| YOUR INSTRUCTIONS |
Work through the data line by line, gathering every line that has the word "rows".

| Data entries |
· · · · · · ·
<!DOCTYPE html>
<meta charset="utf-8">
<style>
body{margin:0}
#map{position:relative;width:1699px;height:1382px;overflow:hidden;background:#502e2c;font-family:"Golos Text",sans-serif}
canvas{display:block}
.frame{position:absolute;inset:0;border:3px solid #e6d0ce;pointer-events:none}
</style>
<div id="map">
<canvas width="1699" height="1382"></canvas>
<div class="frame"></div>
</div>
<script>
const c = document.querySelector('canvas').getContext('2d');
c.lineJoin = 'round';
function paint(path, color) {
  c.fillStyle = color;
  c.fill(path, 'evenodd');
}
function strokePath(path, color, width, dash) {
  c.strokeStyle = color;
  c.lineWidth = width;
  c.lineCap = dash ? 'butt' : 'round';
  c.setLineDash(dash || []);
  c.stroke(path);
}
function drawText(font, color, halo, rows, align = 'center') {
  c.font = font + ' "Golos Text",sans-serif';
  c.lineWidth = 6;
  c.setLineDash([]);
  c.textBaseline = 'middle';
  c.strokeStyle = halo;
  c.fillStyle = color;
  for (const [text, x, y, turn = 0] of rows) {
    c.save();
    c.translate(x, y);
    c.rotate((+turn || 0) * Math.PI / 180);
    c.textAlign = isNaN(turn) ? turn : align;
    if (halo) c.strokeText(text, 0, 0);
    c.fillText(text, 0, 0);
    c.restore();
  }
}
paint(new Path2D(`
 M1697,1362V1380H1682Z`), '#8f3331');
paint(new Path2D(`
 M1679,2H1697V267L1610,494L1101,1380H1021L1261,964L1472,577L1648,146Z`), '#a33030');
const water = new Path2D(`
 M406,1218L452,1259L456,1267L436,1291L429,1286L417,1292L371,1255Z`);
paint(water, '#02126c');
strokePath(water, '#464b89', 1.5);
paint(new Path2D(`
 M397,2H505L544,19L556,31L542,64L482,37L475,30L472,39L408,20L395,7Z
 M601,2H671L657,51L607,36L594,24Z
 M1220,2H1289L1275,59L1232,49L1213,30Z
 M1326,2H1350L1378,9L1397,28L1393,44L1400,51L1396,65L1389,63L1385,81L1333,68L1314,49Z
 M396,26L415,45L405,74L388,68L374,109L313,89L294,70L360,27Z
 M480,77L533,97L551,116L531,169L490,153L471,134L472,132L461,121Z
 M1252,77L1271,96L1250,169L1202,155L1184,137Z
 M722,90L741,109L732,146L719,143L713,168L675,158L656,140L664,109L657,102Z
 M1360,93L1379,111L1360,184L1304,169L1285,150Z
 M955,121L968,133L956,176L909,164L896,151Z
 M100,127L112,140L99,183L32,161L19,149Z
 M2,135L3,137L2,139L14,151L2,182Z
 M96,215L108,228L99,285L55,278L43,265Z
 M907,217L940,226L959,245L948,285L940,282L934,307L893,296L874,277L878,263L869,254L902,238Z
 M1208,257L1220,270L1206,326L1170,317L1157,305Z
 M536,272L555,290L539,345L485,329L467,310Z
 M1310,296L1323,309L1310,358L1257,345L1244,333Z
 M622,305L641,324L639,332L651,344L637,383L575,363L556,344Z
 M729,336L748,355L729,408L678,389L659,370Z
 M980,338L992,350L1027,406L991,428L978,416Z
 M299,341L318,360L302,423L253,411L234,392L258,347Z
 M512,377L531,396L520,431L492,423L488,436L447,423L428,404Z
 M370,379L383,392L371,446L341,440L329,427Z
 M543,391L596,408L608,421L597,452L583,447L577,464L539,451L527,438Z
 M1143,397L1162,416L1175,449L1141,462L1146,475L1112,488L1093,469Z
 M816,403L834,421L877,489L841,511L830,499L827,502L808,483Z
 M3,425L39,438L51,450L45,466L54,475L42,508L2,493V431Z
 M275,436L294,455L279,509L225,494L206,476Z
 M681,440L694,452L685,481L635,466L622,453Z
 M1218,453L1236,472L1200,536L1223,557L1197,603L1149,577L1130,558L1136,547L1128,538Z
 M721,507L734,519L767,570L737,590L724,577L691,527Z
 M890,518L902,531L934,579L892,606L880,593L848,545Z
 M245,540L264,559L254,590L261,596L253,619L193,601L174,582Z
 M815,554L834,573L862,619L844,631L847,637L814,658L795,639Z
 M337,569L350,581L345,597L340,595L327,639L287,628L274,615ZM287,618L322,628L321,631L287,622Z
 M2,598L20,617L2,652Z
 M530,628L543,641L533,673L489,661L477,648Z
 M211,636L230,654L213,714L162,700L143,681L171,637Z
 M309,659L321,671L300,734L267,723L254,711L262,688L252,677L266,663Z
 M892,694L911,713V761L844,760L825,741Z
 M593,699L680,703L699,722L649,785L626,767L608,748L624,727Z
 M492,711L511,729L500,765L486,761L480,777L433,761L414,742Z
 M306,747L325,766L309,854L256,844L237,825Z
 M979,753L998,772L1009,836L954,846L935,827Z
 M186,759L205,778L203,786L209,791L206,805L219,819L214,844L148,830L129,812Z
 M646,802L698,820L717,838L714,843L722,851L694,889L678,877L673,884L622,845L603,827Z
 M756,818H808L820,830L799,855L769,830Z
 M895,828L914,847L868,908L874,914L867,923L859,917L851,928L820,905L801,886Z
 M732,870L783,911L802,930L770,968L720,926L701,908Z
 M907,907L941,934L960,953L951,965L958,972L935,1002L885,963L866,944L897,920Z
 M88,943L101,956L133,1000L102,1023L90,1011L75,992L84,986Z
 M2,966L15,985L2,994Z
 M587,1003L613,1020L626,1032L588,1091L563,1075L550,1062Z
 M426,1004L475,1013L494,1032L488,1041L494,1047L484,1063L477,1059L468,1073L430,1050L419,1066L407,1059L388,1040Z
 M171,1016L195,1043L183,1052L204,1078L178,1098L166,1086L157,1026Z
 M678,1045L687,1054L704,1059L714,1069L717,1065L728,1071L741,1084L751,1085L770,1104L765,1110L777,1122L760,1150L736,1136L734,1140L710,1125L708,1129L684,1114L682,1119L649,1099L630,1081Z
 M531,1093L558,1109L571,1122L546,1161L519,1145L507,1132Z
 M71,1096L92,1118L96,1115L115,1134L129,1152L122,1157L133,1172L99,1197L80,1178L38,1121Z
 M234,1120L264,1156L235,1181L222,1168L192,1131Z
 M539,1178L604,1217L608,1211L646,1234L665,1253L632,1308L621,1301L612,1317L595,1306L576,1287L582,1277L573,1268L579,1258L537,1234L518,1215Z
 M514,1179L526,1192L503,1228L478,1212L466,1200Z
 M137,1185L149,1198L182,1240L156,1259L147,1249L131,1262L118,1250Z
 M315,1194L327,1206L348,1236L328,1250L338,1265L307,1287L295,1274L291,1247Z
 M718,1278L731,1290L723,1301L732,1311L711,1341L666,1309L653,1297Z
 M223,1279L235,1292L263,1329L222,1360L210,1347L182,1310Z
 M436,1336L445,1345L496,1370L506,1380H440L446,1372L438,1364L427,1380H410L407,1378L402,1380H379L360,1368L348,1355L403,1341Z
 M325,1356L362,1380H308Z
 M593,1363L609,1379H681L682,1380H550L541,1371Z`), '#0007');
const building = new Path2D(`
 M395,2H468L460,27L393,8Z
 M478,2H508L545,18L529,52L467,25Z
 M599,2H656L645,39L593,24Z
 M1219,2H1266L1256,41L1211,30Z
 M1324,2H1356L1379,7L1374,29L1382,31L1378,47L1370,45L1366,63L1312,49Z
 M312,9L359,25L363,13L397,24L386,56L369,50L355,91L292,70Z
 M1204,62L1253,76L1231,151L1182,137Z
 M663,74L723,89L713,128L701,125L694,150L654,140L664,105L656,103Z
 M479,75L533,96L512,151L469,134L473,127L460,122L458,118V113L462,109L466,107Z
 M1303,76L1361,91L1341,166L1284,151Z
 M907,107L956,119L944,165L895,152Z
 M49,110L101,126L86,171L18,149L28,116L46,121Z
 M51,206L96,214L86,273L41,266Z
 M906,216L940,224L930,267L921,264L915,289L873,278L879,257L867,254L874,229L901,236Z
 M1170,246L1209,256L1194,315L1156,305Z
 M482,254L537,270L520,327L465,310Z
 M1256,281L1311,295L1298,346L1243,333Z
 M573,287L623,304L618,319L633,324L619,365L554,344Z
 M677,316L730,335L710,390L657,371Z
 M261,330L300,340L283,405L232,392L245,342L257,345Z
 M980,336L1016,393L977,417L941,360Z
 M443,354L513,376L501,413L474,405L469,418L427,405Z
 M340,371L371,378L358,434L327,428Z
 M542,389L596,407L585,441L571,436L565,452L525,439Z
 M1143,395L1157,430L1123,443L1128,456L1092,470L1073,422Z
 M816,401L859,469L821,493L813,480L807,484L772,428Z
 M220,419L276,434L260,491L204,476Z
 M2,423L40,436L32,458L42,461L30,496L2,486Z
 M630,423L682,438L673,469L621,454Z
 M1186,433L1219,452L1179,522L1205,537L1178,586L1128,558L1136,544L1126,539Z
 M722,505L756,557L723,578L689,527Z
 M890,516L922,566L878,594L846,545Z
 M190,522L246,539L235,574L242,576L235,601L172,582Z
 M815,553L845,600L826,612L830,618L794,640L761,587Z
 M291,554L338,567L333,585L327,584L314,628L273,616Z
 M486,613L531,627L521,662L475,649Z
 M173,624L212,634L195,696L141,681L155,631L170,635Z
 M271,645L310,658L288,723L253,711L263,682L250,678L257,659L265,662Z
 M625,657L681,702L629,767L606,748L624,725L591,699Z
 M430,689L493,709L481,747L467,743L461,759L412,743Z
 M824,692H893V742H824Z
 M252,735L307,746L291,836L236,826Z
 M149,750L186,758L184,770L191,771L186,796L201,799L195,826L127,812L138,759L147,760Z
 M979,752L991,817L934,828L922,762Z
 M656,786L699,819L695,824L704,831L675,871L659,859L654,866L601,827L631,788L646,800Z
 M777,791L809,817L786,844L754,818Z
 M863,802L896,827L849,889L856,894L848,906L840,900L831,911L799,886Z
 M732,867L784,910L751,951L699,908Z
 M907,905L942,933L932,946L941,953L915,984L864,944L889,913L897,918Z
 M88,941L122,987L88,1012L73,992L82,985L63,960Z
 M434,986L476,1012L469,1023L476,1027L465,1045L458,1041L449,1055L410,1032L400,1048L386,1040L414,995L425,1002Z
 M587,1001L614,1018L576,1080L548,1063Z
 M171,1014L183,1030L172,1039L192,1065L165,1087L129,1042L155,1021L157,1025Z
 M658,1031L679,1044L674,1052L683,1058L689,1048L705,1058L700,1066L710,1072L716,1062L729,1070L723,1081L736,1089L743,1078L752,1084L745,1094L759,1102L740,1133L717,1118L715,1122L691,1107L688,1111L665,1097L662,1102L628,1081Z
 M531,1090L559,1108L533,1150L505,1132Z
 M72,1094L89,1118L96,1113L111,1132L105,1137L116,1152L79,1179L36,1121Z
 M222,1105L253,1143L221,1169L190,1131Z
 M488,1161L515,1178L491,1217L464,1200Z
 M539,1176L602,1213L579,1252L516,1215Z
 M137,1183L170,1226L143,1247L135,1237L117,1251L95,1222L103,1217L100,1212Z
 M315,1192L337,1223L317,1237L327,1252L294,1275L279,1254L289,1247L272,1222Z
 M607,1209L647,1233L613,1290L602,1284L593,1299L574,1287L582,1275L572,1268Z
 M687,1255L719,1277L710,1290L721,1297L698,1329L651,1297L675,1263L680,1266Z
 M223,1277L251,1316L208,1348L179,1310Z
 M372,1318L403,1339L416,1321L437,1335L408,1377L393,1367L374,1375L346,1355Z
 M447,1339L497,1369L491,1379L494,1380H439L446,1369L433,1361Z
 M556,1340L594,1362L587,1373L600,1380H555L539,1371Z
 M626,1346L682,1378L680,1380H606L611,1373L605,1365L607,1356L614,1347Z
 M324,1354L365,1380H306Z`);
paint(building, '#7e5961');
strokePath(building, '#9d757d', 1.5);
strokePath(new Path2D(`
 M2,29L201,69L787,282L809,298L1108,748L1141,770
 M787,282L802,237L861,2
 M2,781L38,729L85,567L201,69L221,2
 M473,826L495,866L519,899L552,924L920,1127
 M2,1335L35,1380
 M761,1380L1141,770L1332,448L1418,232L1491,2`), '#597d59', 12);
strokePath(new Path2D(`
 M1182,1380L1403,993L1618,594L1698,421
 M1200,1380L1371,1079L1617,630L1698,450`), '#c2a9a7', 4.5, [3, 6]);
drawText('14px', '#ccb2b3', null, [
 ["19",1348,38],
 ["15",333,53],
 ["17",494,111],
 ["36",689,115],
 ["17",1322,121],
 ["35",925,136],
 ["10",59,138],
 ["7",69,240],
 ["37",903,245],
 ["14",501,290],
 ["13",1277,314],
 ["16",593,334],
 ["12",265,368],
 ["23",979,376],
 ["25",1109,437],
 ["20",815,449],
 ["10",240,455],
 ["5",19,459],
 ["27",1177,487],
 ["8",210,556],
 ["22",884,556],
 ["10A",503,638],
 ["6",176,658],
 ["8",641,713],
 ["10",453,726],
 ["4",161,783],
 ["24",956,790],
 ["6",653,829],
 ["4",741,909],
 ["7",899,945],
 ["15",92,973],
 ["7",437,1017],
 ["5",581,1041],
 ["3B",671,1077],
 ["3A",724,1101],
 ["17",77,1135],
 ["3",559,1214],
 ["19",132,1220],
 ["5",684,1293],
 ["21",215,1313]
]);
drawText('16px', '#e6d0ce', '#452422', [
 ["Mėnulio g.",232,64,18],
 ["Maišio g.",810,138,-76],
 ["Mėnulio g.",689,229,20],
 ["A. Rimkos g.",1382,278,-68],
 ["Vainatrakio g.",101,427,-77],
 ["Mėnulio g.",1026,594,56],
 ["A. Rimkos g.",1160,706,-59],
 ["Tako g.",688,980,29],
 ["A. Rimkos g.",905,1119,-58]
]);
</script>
· · · · · · ·
| REPLY TO THE EXERCISE |
function drawText(font, color, halo, rows, align = 'center') {
  for (const [text, x, y, turn = 0] of rows) {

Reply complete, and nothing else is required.